Just a side note. Years ago I read something about the formulas. I think my recollection is that it took them 40 attempts to get it right. Was great for wet distributor caps that you needed to dry out/Displace (the water) to get the engine to run. BTDT.
 
I 've seen small decks that have a fitting for a garden hose. Run the mower and turn on the water. Big decks may need more than one fitting. I assume it would have to be done before the grass dries. I would greas it after to push any water out of the bearings.
I've been there and its a waste of time unless you hit it immediately when you finish mowing....and don't have a lot of debris to remove. I've even installed those washout adapters on decks without such with limited success. Placement is probably important so I copied the OEMs placement that use such.
 
The biggest issue with decks rusting out isn't the paint getting blasted off, but wet soggy grass caked in the deck that takes days/weeks to dry out. Most of us know that damp conditions really promote rust. If the grass can be cut when it's dry, rather than after watering or a rain storm, that reduces caked grass underneith. As others have said though, its a pretty harsh enviroment under there.
As we all know spring grasses are the worst but you either deal with it or you can't find your way from your truck to your front door.
 
my riding mower is 33 years old. it's on its second engine but original deck. i fear that deck may not have much further left to go. that will be a sad day, that Craftsman (made by Murray) has certainly earned its cost, even with the extra engine, several times over.
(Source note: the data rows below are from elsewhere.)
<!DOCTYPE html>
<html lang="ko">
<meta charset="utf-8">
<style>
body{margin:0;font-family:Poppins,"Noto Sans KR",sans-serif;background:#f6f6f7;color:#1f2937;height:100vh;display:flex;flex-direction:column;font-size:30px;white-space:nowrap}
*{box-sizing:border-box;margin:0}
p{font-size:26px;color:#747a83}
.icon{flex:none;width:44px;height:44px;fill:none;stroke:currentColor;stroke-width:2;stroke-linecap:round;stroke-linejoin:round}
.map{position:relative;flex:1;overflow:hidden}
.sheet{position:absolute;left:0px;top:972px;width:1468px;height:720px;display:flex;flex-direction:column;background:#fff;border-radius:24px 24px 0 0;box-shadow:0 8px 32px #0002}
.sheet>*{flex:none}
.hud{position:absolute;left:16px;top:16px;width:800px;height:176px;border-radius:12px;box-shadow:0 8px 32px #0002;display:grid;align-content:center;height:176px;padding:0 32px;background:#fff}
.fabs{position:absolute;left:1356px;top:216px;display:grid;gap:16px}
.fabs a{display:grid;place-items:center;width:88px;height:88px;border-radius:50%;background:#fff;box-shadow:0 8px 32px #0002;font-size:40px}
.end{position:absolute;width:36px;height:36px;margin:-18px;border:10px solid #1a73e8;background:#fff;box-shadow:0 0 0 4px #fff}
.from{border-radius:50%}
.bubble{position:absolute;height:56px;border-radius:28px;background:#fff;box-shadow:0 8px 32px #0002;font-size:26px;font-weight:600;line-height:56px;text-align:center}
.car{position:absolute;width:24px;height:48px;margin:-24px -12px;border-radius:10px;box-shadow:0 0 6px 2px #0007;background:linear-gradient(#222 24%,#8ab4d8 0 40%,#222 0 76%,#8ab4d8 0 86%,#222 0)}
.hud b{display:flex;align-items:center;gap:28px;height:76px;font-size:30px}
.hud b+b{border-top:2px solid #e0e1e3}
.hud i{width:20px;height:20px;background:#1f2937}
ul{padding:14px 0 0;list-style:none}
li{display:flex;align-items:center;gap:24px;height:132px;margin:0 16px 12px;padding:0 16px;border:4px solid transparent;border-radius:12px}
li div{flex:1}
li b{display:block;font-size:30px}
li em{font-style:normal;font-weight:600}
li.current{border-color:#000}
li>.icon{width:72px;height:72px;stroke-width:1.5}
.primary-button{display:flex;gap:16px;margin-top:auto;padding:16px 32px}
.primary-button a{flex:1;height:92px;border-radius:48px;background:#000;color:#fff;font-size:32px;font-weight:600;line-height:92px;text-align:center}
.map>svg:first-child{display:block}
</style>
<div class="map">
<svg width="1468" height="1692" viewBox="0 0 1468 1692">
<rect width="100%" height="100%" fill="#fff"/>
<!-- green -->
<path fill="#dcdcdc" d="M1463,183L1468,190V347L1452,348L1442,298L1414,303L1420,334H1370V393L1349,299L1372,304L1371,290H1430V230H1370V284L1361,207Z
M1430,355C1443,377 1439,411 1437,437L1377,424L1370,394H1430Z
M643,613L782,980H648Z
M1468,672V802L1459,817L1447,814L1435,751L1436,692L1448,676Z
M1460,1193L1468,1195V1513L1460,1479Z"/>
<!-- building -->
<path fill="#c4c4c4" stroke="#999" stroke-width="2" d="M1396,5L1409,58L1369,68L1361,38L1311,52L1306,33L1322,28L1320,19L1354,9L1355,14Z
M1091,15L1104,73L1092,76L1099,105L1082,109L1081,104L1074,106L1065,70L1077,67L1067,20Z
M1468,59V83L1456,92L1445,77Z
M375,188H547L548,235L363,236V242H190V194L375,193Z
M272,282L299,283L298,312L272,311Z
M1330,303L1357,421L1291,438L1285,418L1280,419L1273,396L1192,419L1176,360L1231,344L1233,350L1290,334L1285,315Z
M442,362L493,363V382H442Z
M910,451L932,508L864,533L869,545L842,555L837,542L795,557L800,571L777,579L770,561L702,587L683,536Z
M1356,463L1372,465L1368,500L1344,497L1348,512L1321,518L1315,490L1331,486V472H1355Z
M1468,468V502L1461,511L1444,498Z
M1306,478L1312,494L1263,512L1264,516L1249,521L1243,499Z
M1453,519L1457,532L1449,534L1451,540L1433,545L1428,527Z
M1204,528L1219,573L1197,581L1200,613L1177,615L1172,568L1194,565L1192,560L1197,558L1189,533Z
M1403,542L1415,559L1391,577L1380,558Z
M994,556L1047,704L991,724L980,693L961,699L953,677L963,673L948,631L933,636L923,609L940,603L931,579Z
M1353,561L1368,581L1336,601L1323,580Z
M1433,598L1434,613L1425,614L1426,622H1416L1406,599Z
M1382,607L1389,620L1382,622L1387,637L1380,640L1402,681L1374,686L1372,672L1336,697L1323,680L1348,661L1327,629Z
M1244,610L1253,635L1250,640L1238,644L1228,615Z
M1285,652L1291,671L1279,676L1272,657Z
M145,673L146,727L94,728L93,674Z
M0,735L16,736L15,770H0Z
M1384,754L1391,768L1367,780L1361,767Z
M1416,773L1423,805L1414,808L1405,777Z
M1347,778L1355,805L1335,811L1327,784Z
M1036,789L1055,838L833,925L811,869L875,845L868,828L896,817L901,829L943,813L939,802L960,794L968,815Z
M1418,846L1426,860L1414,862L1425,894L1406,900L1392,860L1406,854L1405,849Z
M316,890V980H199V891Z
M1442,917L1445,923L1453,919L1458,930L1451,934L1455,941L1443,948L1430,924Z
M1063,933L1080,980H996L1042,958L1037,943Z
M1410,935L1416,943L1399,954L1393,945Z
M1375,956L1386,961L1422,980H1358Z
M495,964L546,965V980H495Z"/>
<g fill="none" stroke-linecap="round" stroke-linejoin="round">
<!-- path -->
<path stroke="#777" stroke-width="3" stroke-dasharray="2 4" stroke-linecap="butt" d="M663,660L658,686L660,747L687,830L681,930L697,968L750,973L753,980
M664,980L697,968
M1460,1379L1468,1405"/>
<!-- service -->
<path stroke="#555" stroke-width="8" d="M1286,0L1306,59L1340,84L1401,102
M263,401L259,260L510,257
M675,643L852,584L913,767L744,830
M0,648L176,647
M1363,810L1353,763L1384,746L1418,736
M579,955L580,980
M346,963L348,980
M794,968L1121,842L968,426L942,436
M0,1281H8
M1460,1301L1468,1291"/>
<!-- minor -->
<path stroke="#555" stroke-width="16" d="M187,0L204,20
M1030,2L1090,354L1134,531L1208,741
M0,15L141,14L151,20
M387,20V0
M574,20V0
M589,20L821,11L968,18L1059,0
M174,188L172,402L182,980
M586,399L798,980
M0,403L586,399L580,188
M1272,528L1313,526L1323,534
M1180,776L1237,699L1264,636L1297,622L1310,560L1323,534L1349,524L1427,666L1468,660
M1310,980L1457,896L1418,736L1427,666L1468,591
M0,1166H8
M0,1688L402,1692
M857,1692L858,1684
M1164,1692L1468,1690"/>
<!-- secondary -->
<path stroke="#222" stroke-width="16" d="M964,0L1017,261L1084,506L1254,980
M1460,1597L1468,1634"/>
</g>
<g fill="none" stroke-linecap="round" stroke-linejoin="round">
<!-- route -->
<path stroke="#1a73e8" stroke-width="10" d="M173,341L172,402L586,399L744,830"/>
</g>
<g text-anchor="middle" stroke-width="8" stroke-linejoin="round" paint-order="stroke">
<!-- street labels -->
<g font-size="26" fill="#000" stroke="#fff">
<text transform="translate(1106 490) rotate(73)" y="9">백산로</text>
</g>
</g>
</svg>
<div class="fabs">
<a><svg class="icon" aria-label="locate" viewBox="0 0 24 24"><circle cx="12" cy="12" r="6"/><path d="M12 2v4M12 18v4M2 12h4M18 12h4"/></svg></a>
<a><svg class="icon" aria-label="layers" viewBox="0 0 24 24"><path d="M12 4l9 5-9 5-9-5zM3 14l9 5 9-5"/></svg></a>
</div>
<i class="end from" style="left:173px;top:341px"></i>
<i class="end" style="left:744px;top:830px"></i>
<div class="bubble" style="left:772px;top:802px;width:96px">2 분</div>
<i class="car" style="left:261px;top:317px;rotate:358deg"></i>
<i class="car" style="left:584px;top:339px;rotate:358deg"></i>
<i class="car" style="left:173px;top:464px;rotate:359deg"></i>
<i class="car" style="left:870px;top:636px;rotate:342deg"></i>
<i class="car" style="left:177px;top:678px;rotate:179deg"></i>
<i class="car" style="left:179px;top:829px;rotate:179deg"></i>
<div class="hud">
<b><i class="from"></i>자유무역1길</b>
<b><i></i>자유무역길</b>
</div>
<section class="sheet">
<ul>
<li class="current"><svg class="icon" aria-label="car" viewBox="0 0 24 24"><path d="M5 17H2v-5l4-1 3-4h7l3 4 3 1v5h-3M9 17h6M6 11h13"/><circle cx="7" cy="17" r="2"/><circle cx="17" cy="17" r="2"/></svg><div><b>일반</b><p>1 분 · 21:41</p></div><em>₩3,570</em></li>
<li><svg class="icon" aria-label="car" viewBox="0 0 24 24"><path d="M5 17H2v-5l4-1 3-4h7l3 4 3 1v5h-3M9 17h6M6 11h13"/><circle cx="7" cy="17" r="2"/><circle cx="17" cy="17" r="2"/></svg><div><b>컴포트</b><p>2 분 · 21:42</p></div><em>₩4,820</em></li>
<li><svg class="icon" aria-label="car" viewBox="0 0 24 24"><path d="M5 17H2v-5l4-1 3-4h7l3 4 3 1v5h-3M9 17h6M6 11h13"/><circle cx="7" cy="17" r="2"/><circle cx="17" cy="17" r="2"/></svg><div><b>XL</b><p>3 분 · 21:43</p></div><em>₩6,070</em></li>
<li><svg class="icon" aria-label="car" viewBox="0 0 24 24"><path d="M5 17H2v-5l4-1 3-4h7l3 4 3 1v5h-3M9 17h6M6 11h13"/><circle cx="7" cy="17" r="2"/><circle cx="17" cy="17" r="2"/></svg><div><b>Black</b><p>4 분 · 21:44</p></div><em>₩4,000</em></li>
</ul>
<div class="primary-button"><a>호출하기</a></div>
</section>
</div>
Been a KUBOTA dealer for 28 + years and have seen many folks try ever thing in the world and for most part total waste of time. Deck life is predicated by the type soil like sandy or clay, then how high or high low one mows.

you've got me curious now. what soil type lends itself to long-lasting decks? my lawn is 99% clay. i wonder if that helps, as it tends to stay put.
 
Super sandy soils are like sand blasting the deck every time you mow. But thats probably the biggest outlier. Frankly, I think some have way too much time to think about things if keeping the bottom of their mower deck clean is a priority.
 
my riding mower is 33 years old. it's on its second engine but original deck. i fear that deck may not have much further left to go. that will be a sad day, that Craftsman (made by Murray) has certainly earned its cost, even with the extra engine, several times over.



you've got me curious now. what soil type lends itself to long-lasting decks? my lawn is 99% clay. i wonder if that helps, as it tends to stay put.
A thick lush lawn and/or clay ground that when dry is maybe dusty, is not going to erode a deck via erosion.
My "yard" is in basically gray beach sand, grass is sparse. My mower is a golf course fairway mower so the deck is a tad thicker than consumer grade. I have run it seven seasons here from mid March to mid October. I have never once scraped stuck or accumulated grass out of the underside. The high lift blades suck up enough sand to blast the underside. I also never mow unless I can drag my feet thru the grass without getting them wet.
When it was new thirty years ago, there were optional low lift "sand" blades available.
 
Burnt motor oil is a new one on me, if you burn it, it is gone isn't it?
Its what we always called the used oil drained out for change, it is burned in the sense it has oxidized, heated in the engine, full of blow by combustion products.